§ **TASK DESCRIPTION**
Within the records below, find each line with the word "rows" and copy it out.

EXTRACTED INFORMATION: Begin

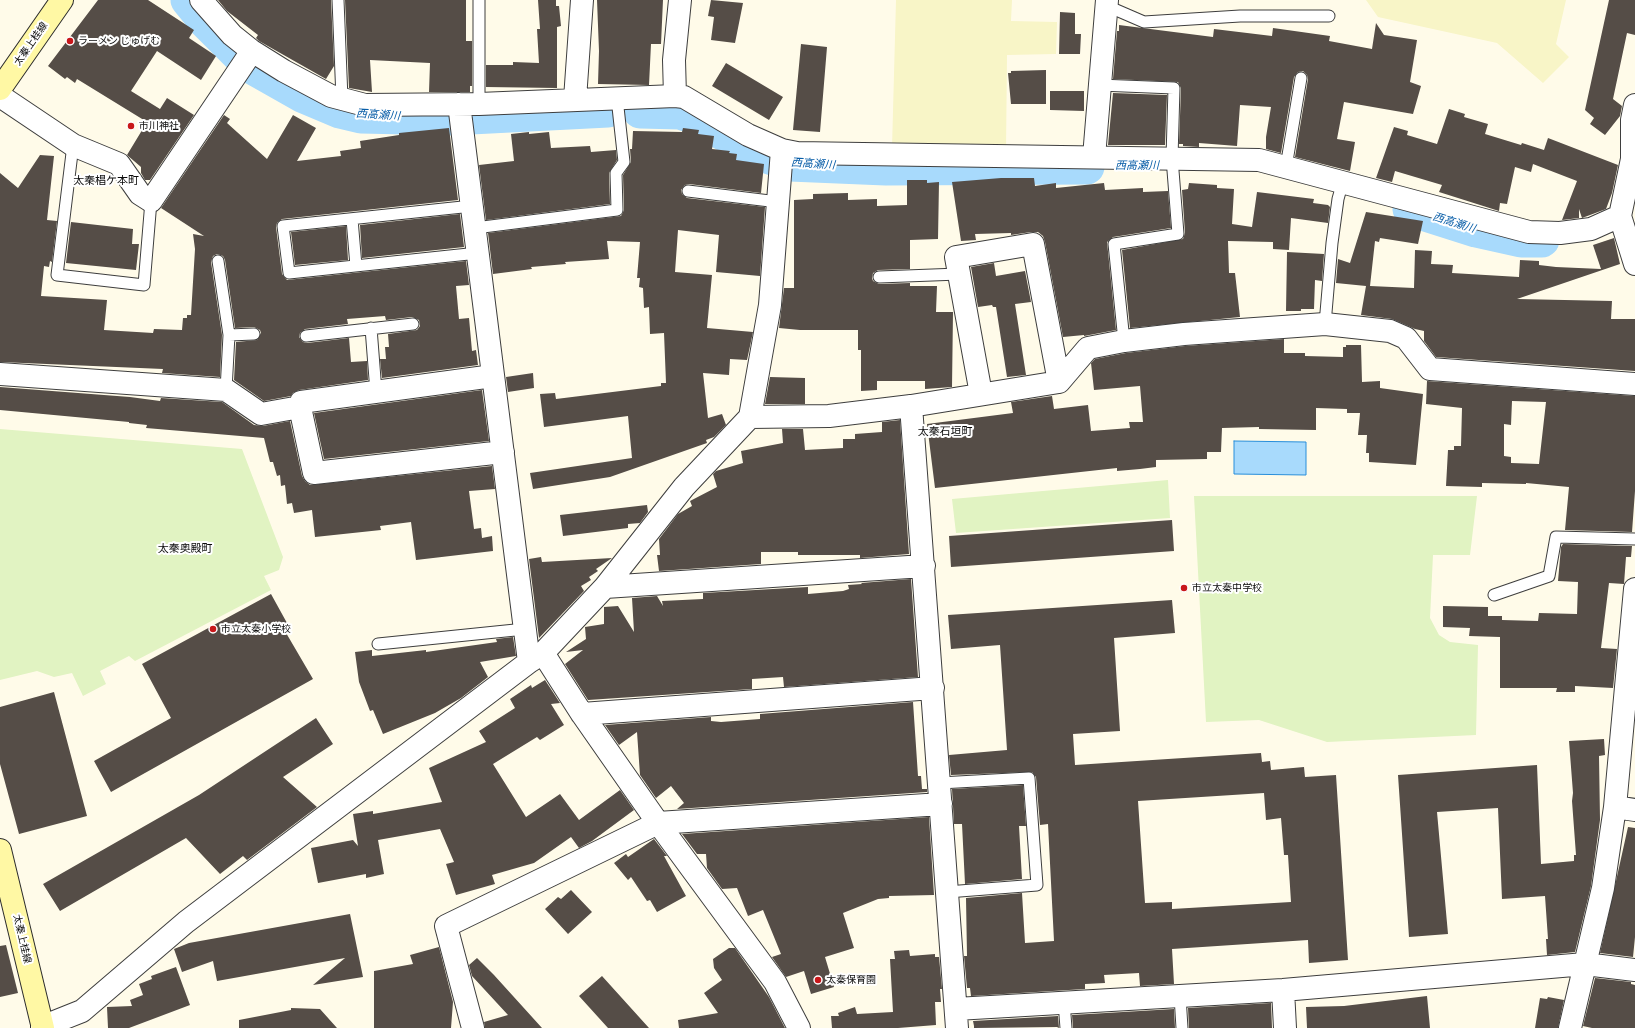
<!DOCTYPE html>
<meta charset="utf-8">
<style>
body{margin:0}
canvas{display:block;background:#fffbe9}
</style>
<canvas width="1635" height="1028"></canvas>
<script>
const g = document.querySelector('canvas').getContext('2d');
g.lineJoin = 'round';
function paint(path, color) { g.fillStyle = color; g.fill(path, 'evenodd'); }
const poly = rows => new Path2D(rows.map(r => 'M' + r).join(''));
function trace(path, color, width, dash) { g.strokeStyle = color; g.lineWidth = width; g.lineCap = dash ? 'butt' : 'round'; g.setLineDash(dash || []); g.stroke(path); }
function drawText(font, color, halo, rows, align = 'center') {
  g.font = font + ' "IBM Plex Serif","Noto Sans JP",serif'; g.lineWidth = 4; g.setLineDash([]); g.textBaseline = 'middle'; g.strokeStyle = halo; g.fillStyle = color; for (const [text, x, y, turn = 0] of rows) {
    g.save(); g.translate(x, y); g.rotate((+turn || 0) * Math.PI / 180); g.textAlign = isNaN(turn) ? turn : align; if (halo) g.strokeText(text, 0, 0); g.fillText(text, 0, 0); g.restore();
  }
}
paint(poly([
 [896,0,1012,0,1011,21,1057,22,1056,54,1007,55,1006,152,892,148],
 [1366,0,1566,0,1556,44,1569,57,1543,83,1497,43,1378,17]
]), '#f8f5c7');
paint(poly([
 [0,429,242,449,283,557,279,570,264,576,271,590,135,661,129,656,100,671,106,684,83,696,72,673,54,677,37,671,0,680],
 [1168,480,1170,518,956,533,952,499],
 [1194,496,1477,496,1470,555,1433,555,1430,618,1439,635,1450,642,1478,645,1476,735,1327,742,1259,720,1206,722]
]), '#e1f3c2');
const water = poly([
 [1234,441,1306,442,1306,475,1234,474,1234,441]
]);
paint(water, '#a8dafc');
trace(water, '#288eda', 1);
trace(poly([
 [188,0,206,22,249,65,302,95,340,111,361,116,451,118,608,110],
 [640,111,680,112,697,118,755,152,790,164,886,168,1087,167],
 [1410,209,1476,230,1521,240,1542,240]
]), '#a8dafc', 35);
paint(poly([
 [98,0,148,0,194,30,189,38,216,56,201,80,157,51,131,91,160,109,167,98,194,115,150,180,145,180,141,173,141,167,127,155,147,122,77,79,75,83,67,77,65,79,48,66],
 [218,0,331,0,334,66,326,79,259,41,256,38,258,35,227,11],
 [345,0,466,0,466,41,472,41,472,86,470,86,470,92,429,92,430,63,370,60,372,92,349,88],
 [538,0,556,0,556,6,559,6,561,26,557,27,557,88,486,87,486,65,513,65,513,62,539,63,537,29,540,29],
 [597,0,663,0,661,44,651,44,649,85,598,84,599,51],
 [711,0,743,3,735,43,711,40,714,17,708,16],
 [1609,0,1635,0,1635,35,1627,33,1613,99,1622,106,1620,116,1605,135,1590,124,1594,118,1585,110],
 [1060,12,1075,13,1075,34,1081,34,1080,54,1059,54],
 [1376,23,1384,35,1417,40,1410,82,1421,86,1413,114,1344,102,1337,139,1355,142,1350,171,1295,157,1308,79,1307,75,1303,71,1298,72,1294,77,1281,153,1266,149,1266,137,1271,107,1240,105,1237,146,1199,143,1199,147,1183,146,1183,144,1179,144,1181,88,1178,82,1113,79,1117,31,1119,31,1119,25,1213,37,1214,29,1272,36,1273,28,1330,36,1329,41,1372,49],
 [801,44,827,47,820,132,793,130],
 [726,63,783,97,769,120,712,86],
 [1046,70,1046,104,1011,104,1008,73,1011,73,1011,71],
 [1050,91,1084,91,1084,111,1050,110],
 [1113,93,1167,95,1165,145,1108,145],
 [1449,109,1465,114,1464,117,1488,124,1485,134,1521,145,1522,143,1544,150,1548,138,1618,165,1612,193,1606,209,1582,218,1579,209,1579,218,1562,220,1577,181,1533,164,1531,172,1515,167,1507,204,1500,203,1499,211,1439,192,1442,185,1395,171,1392,182,1376,178,1394,127,1408,131,1407,135,1437,144],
 [224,115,230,119,227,123,267,159,293,115,316,128,297,161,341,156,340,151,361,148,360,141,399,135,399,133,449,128,458,200,282,219,277,223,276,227,282,274,287,280,466,261,469,285,456,286,459,319,469,318,472,351,476,350,478,365,382,378,380,359,386,359,385,347,389,347,388,334,417,330,420,326,419,320,412,317,386,320,385,316,347,319,348,324,305,329,300,333,299,337,303,342,307,343,349,338,351,362,367,361,368,380,299,390,293,393,291,396,264,401,234,380,236,342,257,340,261,333,260,330,254,327,235,328,225,260,223,256,217,254,213,256,211,262,222,335,220,377,162,373,163,369,0,362,0,173,18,188,40,155,54,156,47,220,57,221,52,262,50,261,49,267,44,266,41,296,107,300,104,330,153,333,154,329,182,330,183,318,187,318,187,315,191,315,195,249,193,234,204,236,161,208],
 [683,128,699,130,698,134,714,136,712,149,730,151,729,153,737,154,736,160,764,164,761,193,689,184,685,185,681,190,682,194,687,198,765,207,760,276,716,272,719,235,678,230,675,272,712,275,707,328,753,332,747,360,730,359,729,375,703,373,708,418,722,414,726,425,714,437,706,440,707,443,610,477,533,489,530,473,632,458,628,416,544,427,540,394,555,393,556,399,661,386,661,383,666,383,664,333,650,334,649,307,644,308,643,288,639,287,640,278,637,278,640,242,607,241,609,259,565,262,566,264,531,267,532,269,493,274,488,233,621,216,624,210,623,175,631,162,630,149,632,149,633,131,682,132],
 [529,132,529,134,549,132,551,148,590,146,591,152,616,150,617,160,609,173,610,204,486,220,479,165,514,161,511,134],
 [1001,178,1034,178,1035,186,1056,183,1056,188,1104,183,1105,190,1143,188,1143,192,1168,191,1171,228,1113,237,1107,242,1116,330,1084,336,1084,335,1063,337,1045,242,1043,236,1038,232,1031,232,1011,235,1011,233,975,234,976,240,961,241,952,182],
 [907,180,927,180,927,183,939,182,938,239,910,240,910,269,878,270,873,273,872,278,873,281,879,284,910,283,910,286,937,286,936,312,953,312,952,387,925,389,925,381,877,381,877,390,861,391,861,350,858,350,858,330,800,330,779,328,784,288,794,288,794,200,813,199,813,194,848,193,848,200,877,199,877,206,907,205],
 [1189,183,1217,185,1217,188,1234,189,1232,224,1252,227,1257,192,1314,199,1313,203,1328,205,1330,207,1328,223,1291,218,1289,250,1273,249,1273,242,1228,241,1229,273,1235,273,1240,317,1130,328,1122,250,1183,239,1185,233,1182,190,1188,189],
 [1366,212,1423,221,1418,244,1380,238,1379,242,1375,241,1370,286,1414,288,1415,250,1432,251,1431,264,1453,265,1452,273,1519,277,1520,260,1539,261,1539,265,1556,267,1601,269,1593,245,1614,238,1620,264,1517,299,1612,301,1611,319,1635,319,1635,371,1436,357,1424,341,1424,331,1415,329,1392,319,1361,315,1366,286,1336,283,1338,259,1350,263],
 [460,214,464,247,362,258,360,225],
 [71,222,133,229,132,244,139,244,136,270,66,263],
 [346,226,348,260,295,265,291,232],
 [1287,252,1324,254,1322,281,1315,280,1314,309,1301,309,1301,311,1286,311],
 [994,263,996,276,1025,271,1031,302,1015,304,1026,375,1007,377,996,307,993,307,992,305,978,307,971,267],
 [1284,339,1284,353,1305,353,1305,356,1343,357,1343,347,1346,347,1346,345,1361,345,1362,382,1380,381,1380,388,1423,394,1416,465,1369,462,1369,453,1366,453,1367,435,1358,435,1360,413,1347,413,1347,409,1316,408,1316,430,1259,429,1259,427,1222,428,1221,452,1207,452,1207,459,1156,460,1156,467,1140,469,1117,471,1117,468,935,488,927,424,1013,413,1011,402,1052,396,1054,409,1088,405,1091,431,1130,428,1129,422,1143,422,1140,386,1094,390,1091,363,1095,359,1126,353,1185,346],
 [533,373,534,388,508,392,506,377],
 [770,377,805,378,805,404,765,404],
 [1427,381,1635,396,1635,491,1632,532,1565,530,1569,487,1526,483,1526,484,1482,483,1482,487,1446,486,1448,450,1454,450,1454,446,1461,446,1462,408,1426,404],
 [1512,401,1546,402,1539,464,1511,463,1511,457,1504,456,1504,424,1511,425],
 [0,387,130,397,160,401,161,398,222,402,254,425,263,426,290,421,302,476,305,481,310,485,492,466,495,489,469,491,474,529,481,528,482,538,492,536,493,551,416,560,411,522,380,526,381,530,315,537,312,510,294,513,292,503,287,504,285,485,281,486,280,475,277,476,273,462,270,462,264,438,146,428,147,425,129,423,129,422,0,410],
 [482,390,489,441,324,459,314,413],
 [900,420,909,554,860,558,860,555,798,555,798,552,761,552,761,564,659,571,657,555,660,555,659,539,678,514,692,506,690,501,717,487,713,474,716,471,743,463,741,451,783,443,782,429,803,429,805,450,843,448,843,439,855,439,855,434,882,432,882,422],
 [647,505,648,512,640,523,628,524,628,528,563,536,560,515],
 [1172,520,1174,551,951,567,949,536],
 [1563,544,1632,546,1631,557,1626,557,1624,584,1609,583,1601,648,1617,649,1613,688,1575,686,1575,692,1556,692,1557,688,1500,688,1500,637,1469,636,1470,628,1443,627,1443,606,1488,607,1488,616,1502,616,1502,620,1538,621,1539,613,1577,614,1578,582,1558,581,1561,547],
 [541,557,542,562,612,558,596,569,598,571,589,577,591,580,581,586,584,591,539,638,529,559],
 [911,579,918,677,784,687,783,677,752,679,752,689,588,700,565,664,583,650,566,652,586,639,585,627,604,624,604,607,618,606,634,632,632,598,657,596,663,606,662,601,703,599,703,593,808,587,808,594,843,591,849,589,848,585,862,584,861,583],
 [271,594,287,623,282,626,313,679,111,792,94,761,171,718,142,664],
 [1172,600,1175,633,1114,638,1120,731,1073,734,1075,765,1261,753,1262,762,1270,761,1271,770,1304,767,1305,777,1336,775,1348,960,1309,963,1308,940,1172,949,1174,984,1140,986,1139,973,1104,975,1105,983,1085,984,1085,989,971,996,970,988,967,988,964,956,967,956,966,898,1022,893,1025,943,1054,941,1048,824,1040,825,1036,777,1032,772,951,775,949,755,1007,750,1000,645,951,649,948,615],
 [1264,793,1266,820,1281,818,1284,855,1288,855,1291,902,1172,909,1172,902,1145,903,1138,801],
 [513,637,516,656,480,662,488,677,461,698,435,713,383,734,373,710,370,711,359,682,355,652,372,650,372,656,426,650,426,652,497,642,496,639],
 [545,680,560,703,551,704,564,725,540,740,537,737,493,764,526,817,560,794,579,820,620,790,634,810,592,841,579,848,571,837,534,863,492,875,495,884,456,895,446,864,454,862,440,829,378,840,384,874,366,878,366,874,318,883,311,848,353,840,358,846,353,814,373,811,373,814,442,802,429,768,486,742,479,731,515,708,510,699,531,685,532,688],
 [54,692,87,816,19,834,0,764,0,707],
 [913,702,918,776,921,776,922,789,927,789,927,792,677,809,684,803,671,786,656,798,640,775,637,732,619,745,605,725,711,717,711,721,721,722,760,719,760,714],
 [316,718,333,744,283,777,317,807,247,860,243,856,220,874,186,838,60,911,43,884,199,795],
 [1604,739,1605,755,1599,756,1600,820,1591,886,1575,952,1547,955,1546,939,1548,939,1545,896,1502,899,1498,808,1437,812,1448,934,1409,937,1398,775,1537,765,1541,864,1574,861,1574,855,1576,855,1572,801,1573,793,1569,741],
 [1023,785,1026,826,1019,826,1022,879,965,884,962,824,954,824,952,789],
 [929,817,934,895,889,896,889,898,878,899,843,913,854,948,825,957,834,987,811,994,804,971,786,977,772,957,781,954,763,910,748,916,737,888,722,889,707,868,706,854,697,854,682,834],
 [1628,827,1635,828,1635,937,1633,957,1600,953],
 [654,839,667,856,664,856,686,896,657,912,650,900,647,901,631,877,628,880,614,863,626,854,628,857],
 [571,890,592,912,568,934,545,909,558,897,561,899],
 [350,914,363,977,313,985,345,958,217,981,213,961,182,972,174,949,189,943],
 [6,945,18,993,0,997,0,946],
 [439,947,453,1002,451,1028,374,1028,374,971,413,964,410,955],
 [729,948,735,948,769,997,785,1028,679,1028,678,1020,718,1013,704,993,722,980,714,968,713,959],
 [909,950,910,956,935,954,935,957,939,957,942,989,940,989,941,1002,935,1002,936,1025,898,1028,832,1028,831,1016,839,1016,838,1013,855,1007,857,1014,893,1012,890,959,895,959,894,951],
 [477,958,494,975,542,1028,485,1028,484,1022,508,1015,472,976,469,965],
 [176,967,190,1005,129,1028,108,1028,107,1007,132,1006,130,1000,143,995,139,984,152,979,151,976],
 [602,976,649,1028,608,1028,579,996],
 [1595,978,1631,982,1631,984,1635,985,1635,1028,1592,1028,1583,1026],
 [1427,996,1430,1028,1307,1028,1306,1007,1344,1006],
 [1548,997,1564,1000,1558,1028,1535,1028,1540,998,1547,999],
 [1271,1003,1272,1028,1189,1028,1188,1008],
 [291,1008,320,1009,337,1028,239,1028,239,1020,291,1010],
 [1174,1009,1175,1028,1073,1028,1072,1015],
 [1058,1016,1059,1028,1057,1027,974,1028,974,1026,973,1021]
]), '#554d47');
const service = poly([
 [338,0,342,99],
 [1107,6,1144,22,1240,16,1329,16],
 [1099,85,1174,88,1172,158,1178,234,1114,244,1124,341],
 [479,104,479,0],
 [73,145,57,275,144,285,151,201],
 [1286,167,1301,78],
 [688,191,778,202],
 [472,206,283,226,289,273,478,253],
 [352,219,356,266],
 [475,228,617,210,616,173,624,162,617,98],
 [218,261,229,335,226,390],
 [879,277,959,274],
 [1325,324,1332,243,1338,199,1343,181],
 [371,328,376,392],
 [229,335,254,334],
 [306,336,413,324],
 [1494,595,1549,576,1556,537,1635,539],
 [378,644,525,629],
 [940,783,1029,778,1037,885,947,892],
 [1180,996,1182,1028],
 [1064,1002,1066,1028]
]);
const minor = poly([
 [201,0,232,35,252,51,284,71,331,96,365,105,479,104,675,96,684,97,748,135,782,150,797,153,1259,160,1529,232,1560,233,1591,229,1620,216],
 [0,96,73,145,119,164,140,194,151,201,252,51],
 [675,96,674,60,680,0],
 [575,99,582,0],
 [459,104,529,662],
 [1635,105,1632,120,1632,159,1620,216,1635,264],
 [1094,157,1107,0],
 [0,374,226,390,261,414,300,407],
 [493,376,301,402,300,407,314,473,503,452],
 [981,394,956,257,1033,244,1059,382],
 [911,406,957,1028],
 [750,417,829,416,911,406,1059,382,1088,348,1124,341,1184,334,1325,324,1390,331,1406,338,1430,369,1635,384],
 [605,587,924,566],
 [543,653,582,714,658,823,775,982,799,1028],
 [582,714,933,688],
 [1615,807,1635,810],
 [1283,990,1285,1028],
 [956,1009,1283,990,1585,964,1635,970],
 [42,1027,82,1011,186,922,529,662,543,653,605,587,684,487,750,417,770,305,782,150],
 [473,1028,446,926,658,823,941,804],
 [1570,1028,1603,888,1615,807,1635,589]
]);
const secondary = poly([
 [0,89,62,0],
 [0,850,43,1028]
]);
trace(service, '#3e3e3e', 13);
trace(minor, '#3e3e3e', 24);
trace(secondary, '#2d2d2d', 24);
trace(service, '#fff', 11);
trace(minor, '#fff', 22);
trace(secondary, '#fff8a4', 22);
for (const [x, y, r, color] of [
 [70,41,4,"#c8171a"],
 [131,126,4,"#c8171a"],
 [1184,588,4,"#c8171a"],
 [213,629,4,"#c8171a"],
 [818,980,4,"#c8171a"]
]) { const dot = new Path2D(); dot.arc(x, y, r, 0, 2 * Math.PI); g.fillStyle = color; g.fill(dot); trace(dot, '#fff', 1.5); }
drawText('10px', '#0b0b0b', '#fff', [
 ["ラーメン じゅげむ",78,41],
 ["市川神社",139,126],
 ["市立太秦中学校",1192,588],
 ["市立太秦小学校",221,629],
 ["太秦保育園",826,980]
], 'left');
drawText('10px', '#0b0b0b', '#fff', [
 ["太秦上桂線",31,44,-55],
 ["太秦上桂線",22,939,77]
]);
drawText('italic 11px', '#095ea8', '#fff', [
 ["西高瀬川",378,115,4],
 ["西高瀬川",813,164,4],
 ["西高瀬川",1137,166],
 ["西高瀬川",1454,223,17]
]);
drawText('11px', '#0b0b0b', '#fff', [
 ["太秦椙ケ本町",106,181],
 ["太秦石垣町",945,432],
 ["太秦奥殿町",185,549]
]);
</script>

EXTRACTED INFORMATION: End

§ **REPLY**
const poly = rows => new Path2D(rows.map(r => 'M' + r).join(''));
function drawText(font, color, halo, rows, align = 'center') {
  g.font = font + ' "IBM Plex Serif","Noto Sans JP",serif'; g.lineWidth = 4; g.setLineDash([]); g.textBaseline = 'middle'; g.strokeStyle = halo; g.fillStyle = color; for (const [text, x, y, turn = 0] of rows) {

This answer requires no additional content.